» **Work instructions**
Return each record word for word and omit the pictures.

» **Information provided**

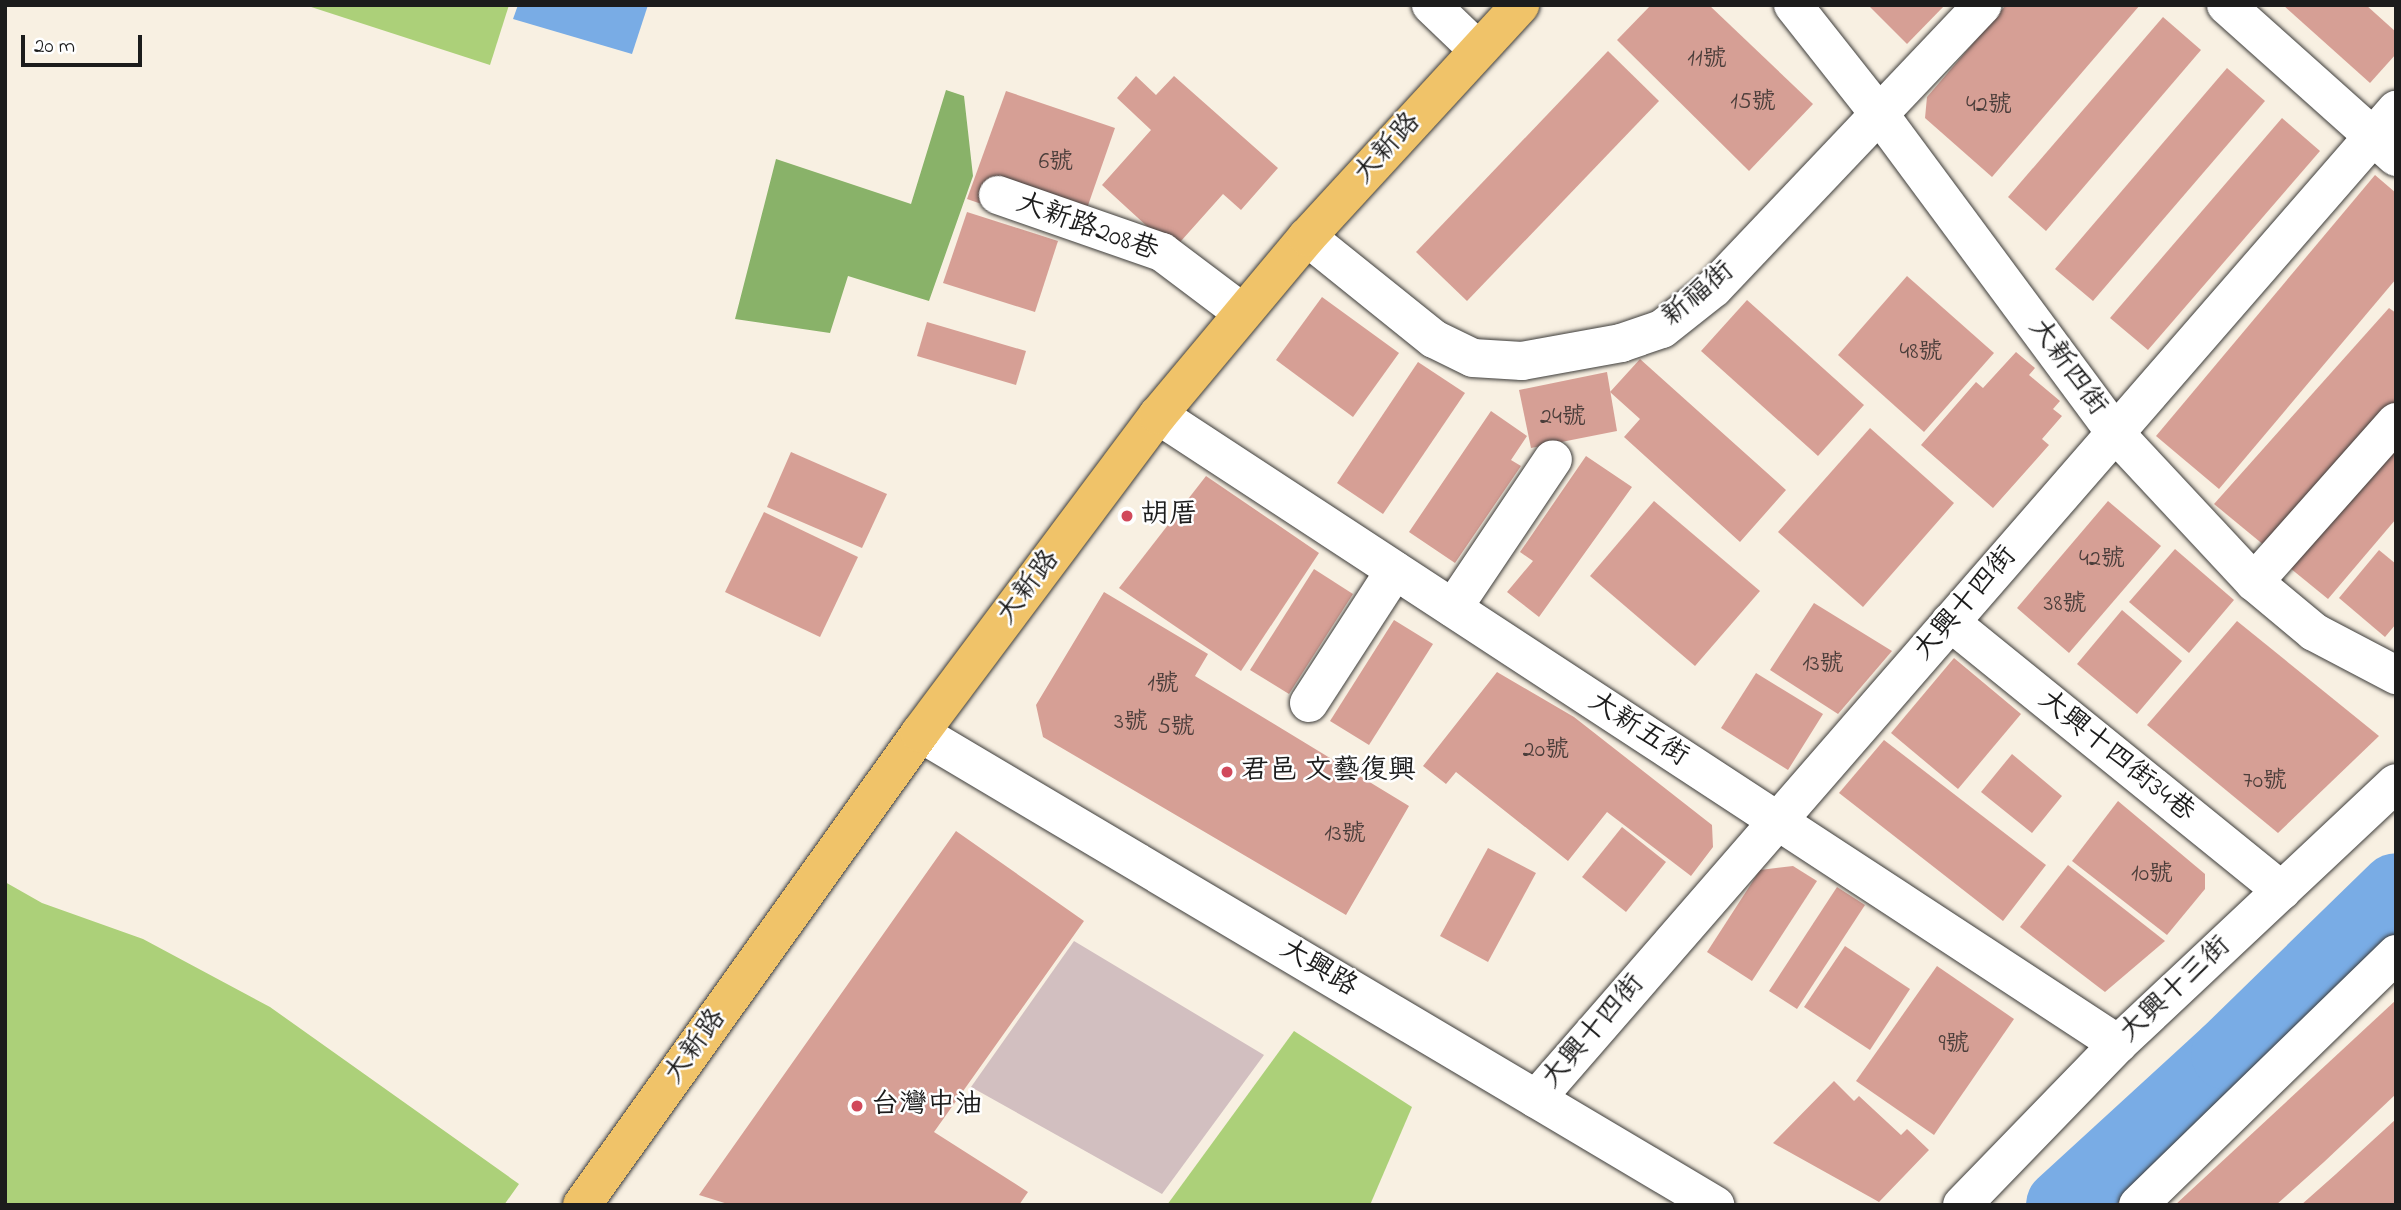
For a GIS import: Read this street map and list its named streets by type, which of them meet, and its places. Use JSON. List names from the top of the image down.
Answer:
{
  "streets": {
    "main road": ["大新路"],
    "street": [
      "大新路208巷",
      "新福街",
      "大新四街",
      "大興十四街",
      "大新五街",
      "大興十四街34巷",
      "大興路",
      "大興十三街"
    ]
  },
  "crossings": [
    ["大新路", "大新路208巷"],
    ["大新路", "新福街"],
    ["大新路", "大新五街"],
    ["大新路", "大興路"],
    ["新福街", "大新四街"],
    ["大新四街", "大興十四街"],
    ["大興十四街", "大新五街"],
    ["大興十四街", "大興十四街34巷"],
    ["大興十四街", "大興路"],
    ["大新五街", "大興十三街"],
    ["大興十四街34巷", "大興十三街"]
  ],
  "places": ["胡厝", "君邑 文藝復興", "台灣中油"],
  "house_numbers": [
    "11號",
    "15號",
    "42號",
    "6號",
    "48號",
    "24號",
    "42號",
    "38號",
    "13號",
    "1號",
    "3號",
    "5號",
    "20號",
    "70號",
    "13號",
    "10號",
    "9號"
  ],
  "scale_bar": "20 m"
}
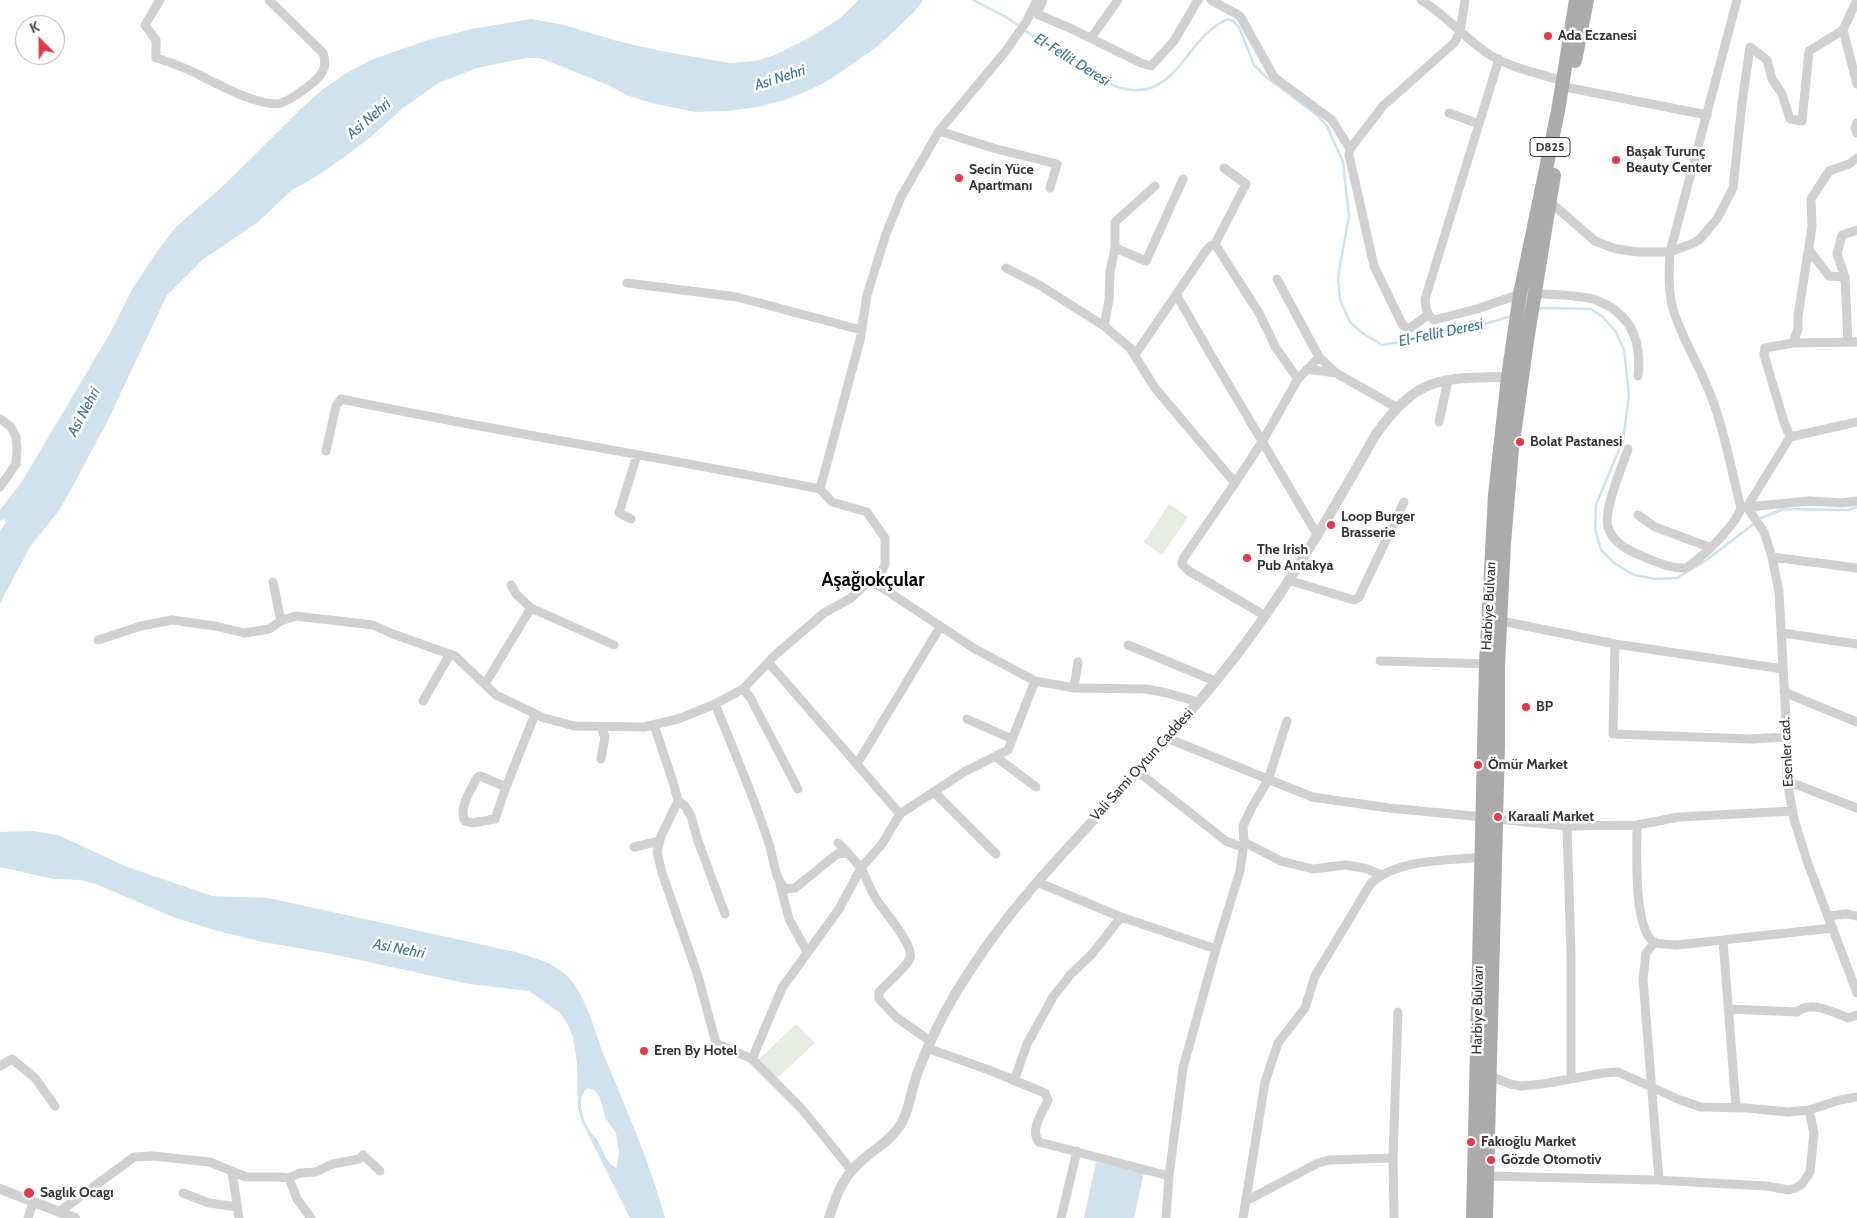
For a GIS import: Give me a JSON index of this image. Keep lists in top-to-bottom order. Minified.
{"streets":{"main road":["D825","Harbiye Bulvarı"],"street":["Esenler cad.","Vali Sami Oytun Caddesi"]},"crossings":[["Harbiye Bulvarı","Vali Sami Oytun Caddesi"]],"districts":["Aşağıokçular"],"water":["El-Fellit Deresi","Asi Nehri"],"places":["Ada Eczanesi","Başak Turunç Beauty Center","Secin Yüce Apartmanı","Bolat Pastanesi","Loop Burger Brasserie","The Irish Pub Antakya","BP","Ömür Market","Karaali Market","Eren By Hotel","Fakıoğlu Market","Gözde Otomotiv","Saglık Ocagı"],"north":"top left"}
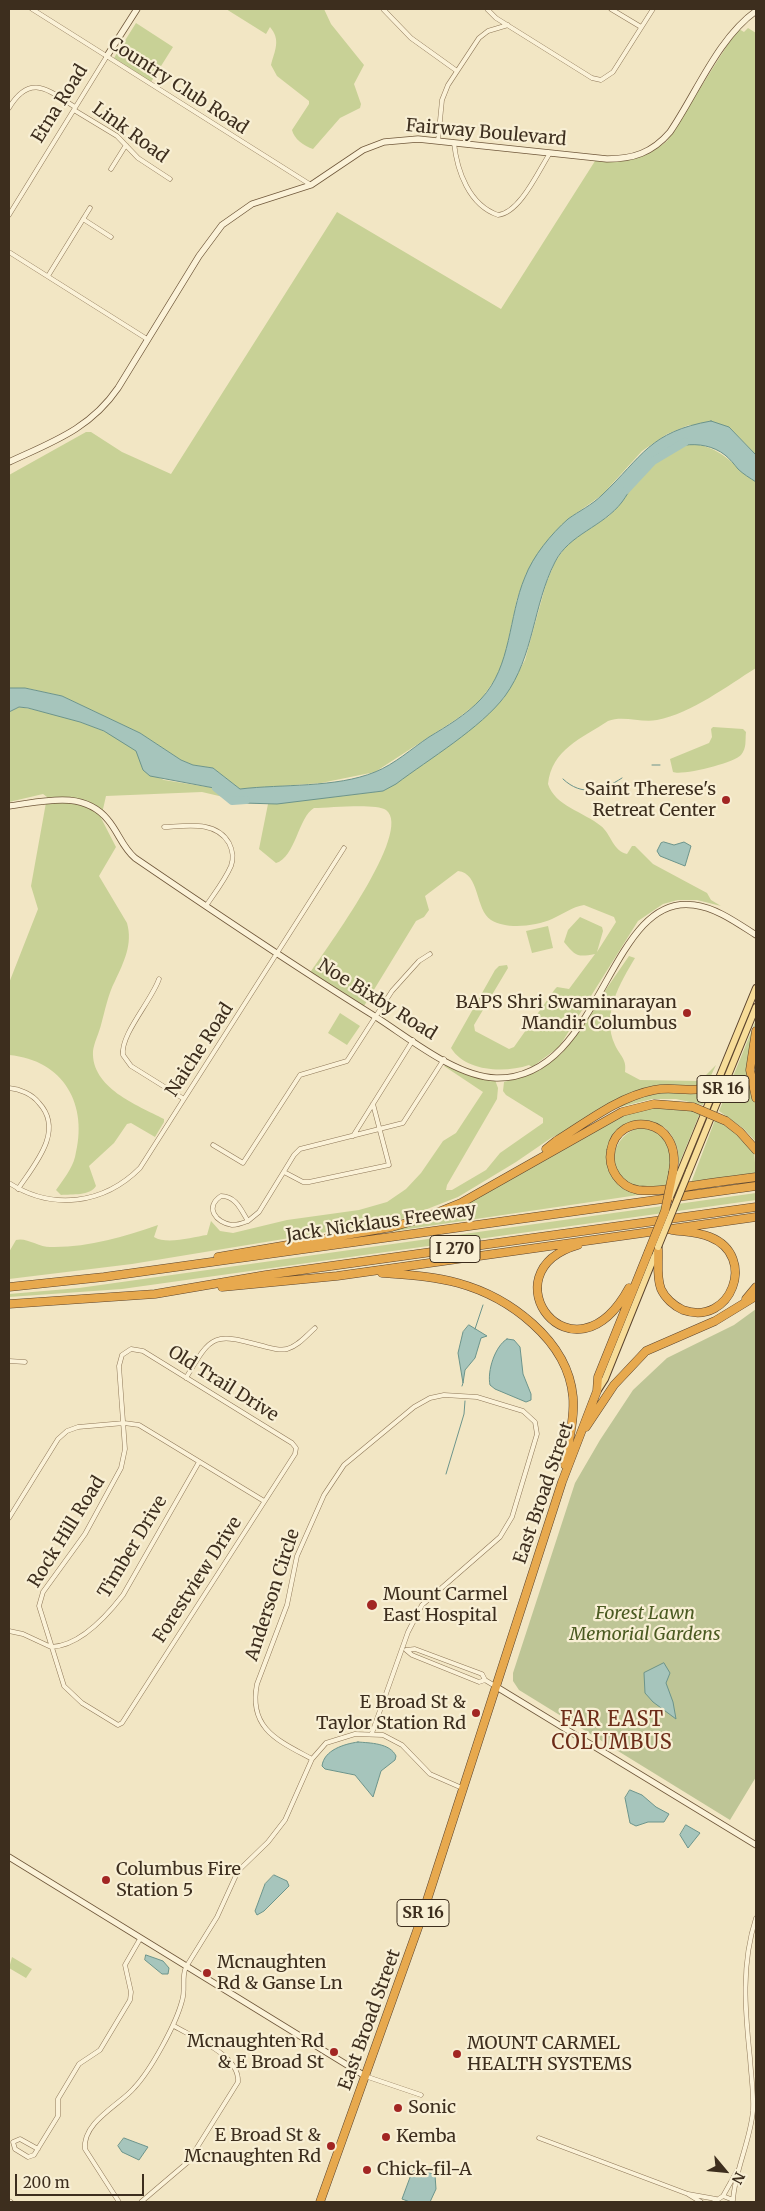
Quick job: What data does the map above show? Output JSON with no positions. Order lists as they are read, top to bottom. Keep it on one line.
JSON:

» **Output of the exercise**
For a GIS import: Read this street map and list its named streets by type, which of them meet, and its places. Use JSON. List names from the top of the image down.
Answer:
{
  "streets": {
    "main road": ["大新路"],
    "street": [
      "大新路208巷",
      "新福街",
      "大新四街",
      "大興十四街",
      "大新五街",
      "大興十四街34巷",
      "大興路",
      "大興十三街"
    ]
  },
  "crossings": [
    ["大新路", "大新路208巷"],
    ["大新路", "新福街"],
    ["大新路", "大新五街"],
    ["大新路", "大興路"],
    ["新福街", "大新四街"],
    ["大新四街", "大興十四街"],
    ["大興十四街", "大新五街"],
    ["大興十四街", "大興十四街34巷"],
    ["大興十四街", "大興路"],
    ["大新五街", "大興十三街"],
    ["大興十四街34巷", "大興十三街"]
  ],
  "places": ["胡厝", "君邑 文藝復興", "台灣中油"],
  "house_numbers": [
    "11號",
    "15號",
    "42號",
    "6號",
    "48號",
    "24號",
    "42號",
    "38號",
    "13號",
    "1號",
    "3號",
    "5號",
    "20號",
    "70號",
    "13號",
    "10號",
    "9號"
  ],
  "scale_bar": "20 m"
}
For a GIS import: Give me a JSON index of this image. Keep lists in top-to-bottom order. Minified.
{"streets":{"main road":["D825","Harbiye Bulvarı"],"street":["Esenler cad.","Vali Sami Oytun Caddesi"]},"crossings":[["Harbiye Bulvarı","Vali Sami Oytun Caddesi"]],"districts":["Aşağıokçular"],"water":["El-Fellit Deresi","Asi Nehri"],"places":["Ada Eczanesi","Başak Turunç Beauty Center","Secin Yüce Apartmanı","Bolat Pastanesi","Loop Burger Brasserie","The Irish Pub Antakya","BP","Ömür Market","Karaali Market","Eren By Hotel","Fakıoğlu Market","Gözde Otomotiv","Saglık Ocagı"],"north":"top left"}
Quick job: What data does the map above show? Output JSON with no positions. Order lists as they are read, top to bottom. Keep it on one line.
JSON:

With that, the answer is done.